According to various embodiment, when in network environment,, when computer system 800 is connected to network 830, computer system 800 can be communicated by letter with the miscellaneous equipment that is also connected to network 830.Communication can send or send to computer system 800 from computer system 800 via network interface 820.For example, one or more block forms import communication into, such as the request from another equipment or response, can from network 830, receive and be stored at network interface 820 the selected district of memory 803 for the treatment of.Also be the communication that spreads out of of one or more block forms, such as request or the response of giving another equipment, also can be stored in the selected district of memory 803 and send to network 830 at network interface 820.Processor 801 can access these be stored in memory 803 for the treatment of communication packet.

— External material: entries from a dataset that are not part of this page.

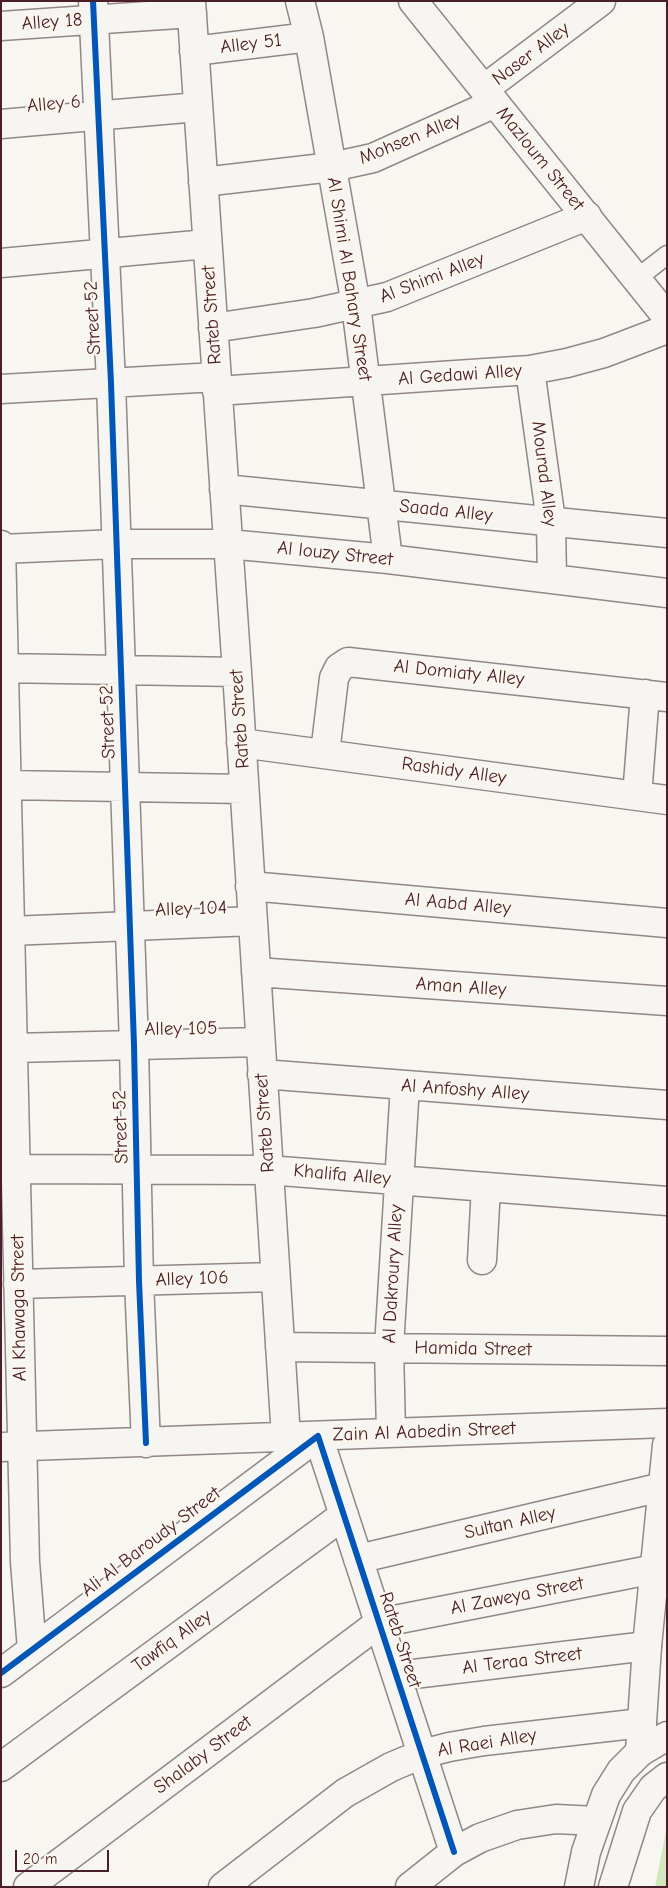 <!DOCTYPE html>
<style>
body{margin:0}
#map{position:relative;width:668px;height:1888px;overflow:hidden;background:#f8f6f0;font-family:"Comic Neue",sans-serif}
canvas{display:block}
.frame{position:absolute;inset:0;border:2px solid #4a1f2b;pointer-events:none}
.scale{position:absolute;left:15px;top:1850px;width:94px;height:22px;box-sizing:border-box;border:2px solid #4a1f2b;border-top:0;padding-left:6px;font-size:15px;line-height:18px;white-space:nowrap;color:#4a1f2b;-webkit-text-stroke:4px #fbf7ec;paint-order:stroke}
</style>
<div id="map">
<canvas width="668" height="1888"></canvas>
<div class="frame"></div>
<div class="scale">20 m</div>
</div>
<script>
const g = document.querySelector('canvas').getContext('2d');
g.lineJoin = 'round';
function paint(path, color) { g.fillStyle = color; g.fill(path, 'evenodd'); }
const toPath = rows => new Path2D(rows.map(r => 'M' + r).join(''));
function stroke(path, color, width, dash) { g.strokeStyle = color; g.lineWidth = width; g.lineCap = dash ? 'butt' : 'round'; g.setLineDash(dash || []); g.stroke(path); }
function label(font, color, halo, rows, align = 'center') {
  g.font = font + ' "Comic Neue",sans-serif'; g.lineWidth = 4.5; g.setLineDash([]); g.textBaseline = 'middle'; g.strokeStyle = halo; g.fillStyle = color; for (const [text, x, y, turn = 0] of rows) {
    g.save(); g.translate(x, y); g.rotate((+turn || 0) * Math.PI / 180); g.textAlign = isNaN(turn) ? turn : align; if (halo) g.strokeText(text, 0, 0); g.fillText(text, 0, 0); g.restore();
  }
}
paint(toPath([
 [666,1831,667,1887,655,1887]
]), '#d2e7be');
const service = toPath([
 [636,279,667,255]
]);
const minor = toPath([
 [93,1,111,383,134,1045,139,1281,146,1443],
 [191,1,237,672,286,1437],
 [300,1,309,37,356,305,388,559],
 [1,26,192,13],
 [194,51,309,37],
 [484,89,601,1],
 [1,124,198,107],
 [203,182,332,167,373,158,495,103],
 [1,263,207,244],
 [213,328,314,313,387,297,587,216],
 [530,370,551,521,552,579],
 [1,389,216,377],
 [217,391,530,370,567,363,604,353,667,329],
 [224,489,667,533],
 [1,545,25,1562,32,1650],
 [1,549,117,544,228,544,388,559,667,593],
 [1,668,237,672],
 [241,743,667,800],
 [325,753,334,678,339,668,348,662,667,697],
 [6,785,244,789],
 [637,796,645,694],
 [250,886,667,923],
 [10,931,253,921],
 [256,972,667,1001],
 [13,1048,260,1042],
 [262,1074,667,1105],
 [15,1169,268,1170,667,1201],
 [482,1260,486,1187],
 [18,1284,275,1277],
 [280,1347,667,1351],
 [391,1433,389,1347,405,1085],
 [1,1447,667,1423],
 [358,1559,662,1487],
 [1,1673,318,1436,454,1852],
 [397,1676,647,1646],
 [1,1767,344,1515],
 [28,1887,379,1623,655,1569],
 [223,1887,345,1793,391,1767,422,1754,449,1747,484,1741,642,1723],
 [410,1887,454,1852,480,1838,517,1825,556,1819,596,1821]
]);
const tertiary = toPath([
 [413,1,667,317],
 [640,1752,647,1646,667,1445]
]);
const secondary = toPath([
 [579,1887,586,1852,606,1795,621,1771,640,1752,667,1736],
 [613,1887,637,1811,653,1788,667,1777]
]);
stroke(service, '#918787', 21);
stroke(minor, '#918787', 31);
stroke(tertiary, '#918787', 31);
stroke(secondary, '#918787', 31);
stroke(service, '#f6f5f1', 18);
stroke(minor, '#f6f5f1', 28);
stroke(tertiary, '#f6f5f1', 28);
stroke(secondary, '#f6f5f1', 28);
stroke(toPath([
 [93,1,111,383,134,1045,139,1281,146,1443],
 [1,1673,318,1436,454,1852]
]), '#0057b8', 6);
label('19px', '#4a1f2b', '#fbf7ec', [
 ["Alley 18",52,22,-4],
 ["Alley 51",251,44,-7],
 ["Naser Alley",531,54,-37],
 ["Alley 6",54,104,-5],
 ["Mohsen Alley",410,139,-22],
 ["Mazloum Street",540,159,51],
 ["Al Shimi Alley",432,278,-21],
 ["Al Shimi Al Bahary Street",349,279,81],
 ["Rateb Street",212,315,-94],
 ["Street 52",93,318,-93],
 ["Al Gedawi Alley",460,375,-4],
 ["Mourad Alley",544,474,83],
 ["Saada Alley",446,511,6],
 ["Al louzy Street",335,554,6],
 ["Al Domiaty Alley",459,673,6],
 ["Rateb Street",240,719,-94],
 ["Street 52",108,722,-92],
 ["Rashidy Alley",454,771,8],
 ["Al Aabd Alley",458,904,5],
 ["Alley 104",191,909,-2],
 ["Aman Alley",461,987,4],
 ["Alley 105",181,1029,-1],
 ["Al Anfoshy Alley",465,1090,4],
 ["Rateb Street",265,1123,-94],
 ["Street 52",121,1127,-92],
 ["Khalifa Alley",342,1175,5],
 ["Al Dakroury Alley",393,1274,-87],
 ["Alley 106",192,1279,-2],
 ["Al Khawaga Street",19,1308,-91],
 ["Hamida Street",473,1349,1],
 ["Zain Al Aabedin Street",424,1432,-2],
 ["Sultan Alley",510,1523,-13],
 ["Ali Al Baroudy Street",151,1542,-37],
 ["Al Zaweya Street",517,1596,-11],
 ["Rateb Street",400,1640,72],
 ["Tawfiq Alley",172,1641,-36],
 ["Al Teraa Street",522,1661,-7],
 ["Al Raei Alley",487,1743,-9],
 ["Shalaby Street",203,1755,-37]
]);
</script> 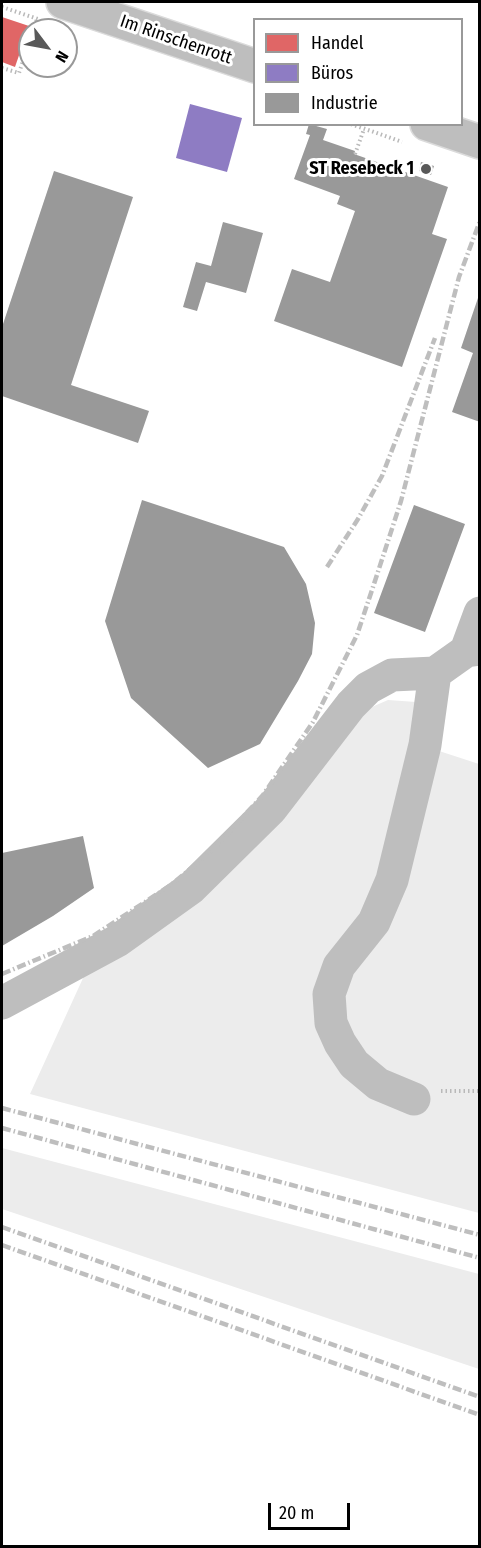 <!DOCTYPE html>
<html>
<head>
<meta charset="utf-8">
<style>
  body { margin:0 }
  #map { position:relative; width:481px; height:1548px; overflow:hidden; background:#fff; font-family:"Fira Sans Condensed",sans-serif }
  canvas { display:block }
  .frame { position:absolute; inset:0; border:3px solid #000; pointer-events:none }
  .legend { position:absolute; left:253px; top:18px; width:210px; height:108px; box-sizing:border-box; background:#fff; border:2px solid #999; margin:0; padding:8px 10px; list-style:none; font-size:18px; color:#000 }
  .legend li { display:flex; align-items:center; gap:12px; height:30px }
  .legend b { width:30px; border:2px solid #999 }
  .north { position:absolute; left:18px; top:18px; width:60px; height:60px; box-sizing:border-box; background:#fff; border:2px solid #999; border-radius:50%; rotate:122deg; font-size:16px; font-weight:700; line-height:24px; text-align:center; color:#000 }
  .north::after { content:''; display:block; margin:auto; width:21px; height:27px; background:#595959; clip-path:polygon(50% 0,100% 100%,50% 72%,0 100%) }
  .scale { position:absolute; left:268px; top:1503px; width:82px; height:27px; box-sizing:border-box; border:3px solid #000; border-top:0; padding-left:8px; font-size:18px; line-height:21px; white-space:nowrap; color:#000; -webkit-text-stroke:4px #fff; paint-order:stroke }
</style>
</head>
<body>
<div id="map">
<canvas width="481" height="1548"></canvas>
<div class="frame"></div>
<ul class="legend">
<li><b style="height:16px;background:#e06666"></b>Handel</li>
<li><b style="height:16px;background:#8e7cc3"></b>Büros</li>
<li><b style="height:16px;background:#999"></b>Industrie</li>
</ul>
<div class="north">N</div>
<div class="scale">20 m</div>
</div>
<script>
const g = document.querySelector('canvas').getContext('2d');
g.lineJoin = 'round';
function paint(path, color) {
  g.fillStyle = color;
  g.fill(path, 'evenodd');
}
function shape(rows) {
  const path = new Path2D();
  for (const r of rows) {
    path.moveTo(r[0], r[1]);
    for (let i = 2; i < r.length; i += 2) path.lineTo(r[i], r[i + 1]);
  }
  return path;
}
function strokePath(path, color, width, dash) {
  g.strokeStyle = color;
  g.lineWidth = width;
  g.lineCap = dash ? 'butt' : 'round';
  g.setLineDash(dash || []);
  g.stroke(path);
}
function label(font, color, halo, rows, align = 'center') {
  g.font = font + ' "Fira Sans Condensed",sans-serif';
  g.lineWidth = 6;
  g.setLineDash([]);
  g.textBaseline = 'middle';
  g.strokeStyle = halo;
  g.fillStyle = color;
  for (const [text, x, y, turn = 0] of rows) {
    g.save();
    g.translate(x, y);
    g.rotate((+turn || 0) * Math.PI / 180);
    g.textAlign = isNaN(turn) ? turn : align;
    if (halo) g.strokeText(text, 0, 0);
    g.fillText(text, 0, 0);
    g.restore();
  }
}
const green = shape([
  [388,700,416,702,436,750,479,764,479,1213,30,1094,84,976,358,713],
  [2,1148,479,1274,479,1369,2,1209]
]);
const shops = shape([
  [2,17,29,26,15,67,2,62]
]);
const offices = shape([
  [190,104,242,118,227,172,176,158]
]);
const industry = shape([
  [309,124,327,129,323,140,355,151,354,154,448,187,432,234,447,239,402,367,274,321,292,269,330,282,355,211,337,204,340,196,294,179,310,135,306,134],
  [421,162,434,166,431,175,419,171],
  [54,171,133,197,71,385,149,411,138,443,2,396,2,327],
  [223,222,263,233,246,293,206,282,197,311,183,307,196,262,211,266],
  [479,295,480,295,480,422,452,412,473,353,461,348],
  [142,500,284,547,306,584,315,623,312,654,298,681,260,744,208,768,131,698,105,621],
  [414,505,465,524,425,632,374,613],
  [83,836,94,888,53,916,2,946,2,853]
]);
const path = shape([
  [2,7,38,19],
  [33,30,37,19],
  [2,68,19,73,30,40],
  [351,124,402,142],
  [355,154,364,129],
  [441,1091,480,1091]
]);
const minor = shape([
  [466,651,480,613],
  [2,1003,117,941,191,888,271,809,351,705,368,688,392,675,435,673],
  [414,1099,378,1084,354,1064,340,1043,331,1023,329,994,339,966,374,922,392,880,425,745,435,673,466,651,480,649]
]);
const major = shape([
  [63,2,255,66],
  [427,124,480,142]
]);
const rail = shape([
  [327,567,358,519,382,476,435,338],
  [2,974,93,936,171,885,214,849,263,795,313,722,357,635,374,584,401,501,459,277,480,221],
  [2,1108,480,1235],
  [2,1128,480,1258],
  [2,1227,480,1397],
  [2,1245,480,1415]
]);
const markers = [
  [426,169,6,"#595959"]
];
const streetNames = [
  ["Im Rinschenrott",176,40,19]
];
const poiNames = [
  ["ST Resebeck 1",414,169]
];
paint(green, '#ececec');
paint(shops, '#e06666');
paint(offices, '#8e7cc3');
paint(industry, '#999');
strokePath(major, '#dbdbdb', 36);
strokePath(path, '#b9b9b9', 4, [1.5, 3]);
strokePath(minor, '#bebebe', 33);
strokePath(major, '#bebebe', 33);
strokePath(rail, '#bebebe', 4.5, [9, 3, 1.5, 3]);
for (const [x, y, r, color] of markers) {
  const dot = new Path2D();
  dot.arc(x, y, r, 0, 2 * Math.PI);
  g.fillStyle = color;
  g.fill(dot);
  strokePath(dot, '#fff', 2);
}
label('18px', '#000', '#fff', streetNames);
label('bold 18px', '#000', '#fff', poiNames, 'right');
</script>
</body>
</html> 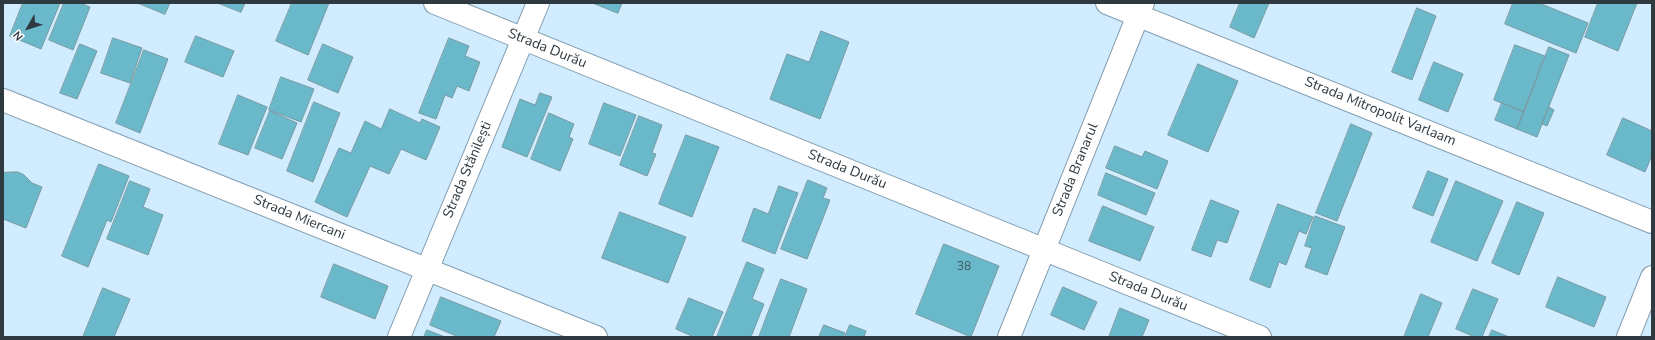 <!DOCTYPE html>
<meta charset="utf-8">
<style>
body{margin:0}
#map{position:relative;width:1655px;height:340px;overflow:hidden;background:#d0ecfe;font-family:"Nunito Sans",sans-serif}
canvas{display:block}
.frame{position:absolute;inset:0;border:4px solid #2e3940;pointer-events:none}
.north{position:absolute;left:8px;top:8px;width:40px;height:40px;-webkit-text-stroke:3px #fff;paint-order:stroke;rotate:231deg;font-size:11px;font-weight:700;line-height:16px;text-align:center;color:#2e3940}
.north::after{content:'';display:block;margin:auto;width:14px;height:18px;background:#2e3940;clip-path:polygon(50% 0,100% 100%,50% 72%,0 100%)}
</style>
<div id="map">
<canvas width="1655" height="340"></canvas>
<div class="frame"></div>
<div class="north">N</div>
</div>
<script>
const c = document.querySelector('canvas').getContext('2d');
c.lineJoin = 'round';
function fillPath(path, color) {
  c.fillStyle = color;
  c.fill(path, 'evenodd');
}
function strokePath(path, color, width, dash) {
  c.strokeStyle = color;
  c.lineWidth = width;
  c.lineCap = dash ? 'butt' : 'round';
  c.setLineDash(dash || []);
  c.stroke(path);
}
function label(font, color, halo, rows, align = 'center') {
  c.font = font + ' "Nunito Sans",sans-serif';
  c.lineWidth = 3;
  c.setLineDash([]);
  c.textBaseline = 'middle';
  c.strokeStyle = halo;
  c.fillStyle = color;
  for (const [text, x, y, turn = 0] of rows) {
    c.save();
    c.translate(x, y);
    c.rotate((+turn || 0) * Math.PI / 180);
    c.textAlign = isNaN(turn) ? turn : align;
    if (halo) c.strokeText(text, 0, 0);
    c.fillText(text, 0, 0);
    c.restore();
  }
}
const building = new Path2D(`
 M23 3H60L41 49 10 36Z
 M64 3H80L90 7 73 50 49 40Z
 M138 3H170L165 14Z
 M218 3H245L241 12Z
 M292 3H329L308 55 276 41Z
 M593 3H622L618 13Z
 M1240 3H1269L1254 38 1230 27Z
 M1513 3H1539L1588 23 1576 53 1505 24Z
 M1598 3H1637L1618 51 1585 37Z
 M1417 8 1436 16 1412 80 1392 72Z
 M821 31 849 42 820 119 770 99 787 54 809 62Z
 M196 36 234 51 223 77 185 62Z
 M113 38 142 48 130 83 101 73Z
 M449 38 469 46 465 56 480 62 469 91 457 86 452 98 445 95 436 119 419 113Z
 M80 44 97 51 77 99 60 93Z
 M323 44 353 57 338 93 308 80Z
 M1515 45 1545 56 1524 112 1494 100Z
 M1549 47 1569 55 1537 137 1517 129Z
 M144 50 168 59 140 133 116 123Z
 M1434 62 1463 74 1448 112 1419 100Z
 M1198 64 1238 81 1208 152 1168 135Z
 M281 77 314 89 301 122 269 110Z
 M540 93 552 97 527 157 502 147 520 99 535 105Z
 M238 95 267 107 248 155 219 144Z
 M314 102 340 113 313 182 287 171Z
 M604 103 636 115 620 156 589 144Z
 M1502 103 1524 112 1517 129 1495 120Z
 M1549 107 1554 110 1547 126 1542 124Z
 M390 109 420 123 422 119 440 127 426 160 401 149 389 174 370 166 347 217 315 202 339 148 351 153 365 121 381 129Z
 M270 111 297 123 282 159 255 148Z
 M549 113 574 124 569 137 573 139 560 171 531 159Z
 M639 116 662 125 652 153 656 154 647 176 620 165Z
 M1623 118 1652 131V155L1645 172 1607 155Z
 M1351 124 1372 133 1337 221 1316 213Z
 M686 135 719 147 692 217 659 204Z
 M1115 146 1142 157 1145 151 1168 161 1157 189 1106 168Z
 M99 164 129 176 111 222 107 220 88 267 62 256Z
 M1428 171 1448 179 1433 216 1413 208Z
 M12 172H18L24 175 32 183 42 187 26 228 3 219V173Z
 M1106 173 1155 193 1146 215 1098 195Z
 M808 180 827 188 823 198 830 200 807 259 781 249Z
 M130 181 150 189 143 207 163 215 148 255 107 239Z
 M1456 181 1503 201 1477 261 1431 242Z
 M779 186 798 193 775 254 742 241 754 208 768 214Z
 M1211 200 1239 211 1227 243 1217 240 1211 257 1192 250Z
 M1517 202 1544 213 1519 275 1492 263Z
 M1278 204 1313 217 1306 234 1299 231 1286 265 1279 262 1270 288 1250 280Z
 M1103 206 1154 227 1140 261 1089 241Z
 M620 212 686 237 668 283 602 258Z
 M1315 216 1345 227 1327 275 1305 267 1312 248 1305 246Z
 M944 244 999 266 971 337 916 314Z
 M747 262 764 269 752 299 764 304 751 337H717Z
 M334 264 388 286 375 319 321 297Z
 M1558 277 1606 297 1594 327 1546 307Z
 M781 279 807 289 789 337H759Z
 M1063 287 1097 302 1084 330 1051 315Z
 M103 288 130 299 114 337H83Z
 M1473 289 1498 299 1482 337H1475L1456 329Z
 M1421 294 1442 303 1428 337H1404Z
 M441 297 501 321 494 337H459L430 325Z
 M689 298 723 312 712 337H694L676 329Z
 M1120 308 1149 320 1142 337H1109Z
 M824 325 845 333 843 337H819Z
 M850 325 866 331 864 337H845Z
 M427 330 445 337H424Z
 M1492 330 1509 337H1489Z`);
fillPath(building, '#6ab9cb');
strokePath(building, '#7899a1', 1);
const minor = new Path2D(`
 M435 3 1260 337
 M1107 3 1652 222
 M3 100 596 337
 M399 337 538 3
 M1009 337 1143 3
 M1628 337 1652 277`);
strokePath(minor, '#839dae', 24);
strokePath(minor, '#fff', 22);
label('12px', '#3d5963', null, [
 ["38",964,267]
]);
label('14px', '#2e3940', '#fff', [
 ["Strada Durău",547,49,22],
 ["Strada Mitropolit Varlaam",1380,112,22],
 ["Strada Stănilești",468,170,-67],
 ["Strada Durău",847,170,22],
 ["Strada Branarul",1076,170,-68],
 ["Strada Miercani",299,218,22],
 ["Strada Durău",1148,292,22]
]);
</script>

And embodiment of the present disclosure also includes the Computer Storage product of computer-readable medium, computer-readable medium is useful on the computer code of carrying out various computer implemented operations on it.Medium and computer code can be those for object special design of the present disclosure and structure, can be maybe the known and available type of technical staff in computer software fields.The example of computer-readable medium includes but not limited to: magnetizing mediums such as hard disk, floppy disk and tape; Optical medium is such as CD-ROM and hologram device; Magnet-optical medium is such as CD; Be configured to especially the hardware device of storage and executive program code, such as application-specific integrated circuit (ASIC) (ASIC), programmable logic device (PLD) and ROM and RAM equipment.The example of computer code comprises that machine code is such as being generated by compiler, and comprises the file that is used the high-level code more that interpreter carries out by computer.Those skilled in the art should also be understood that the term " computer-readable medium " as used in conjunction with disclosure theme do not contain transmission medium, carrier wave or other transient signal.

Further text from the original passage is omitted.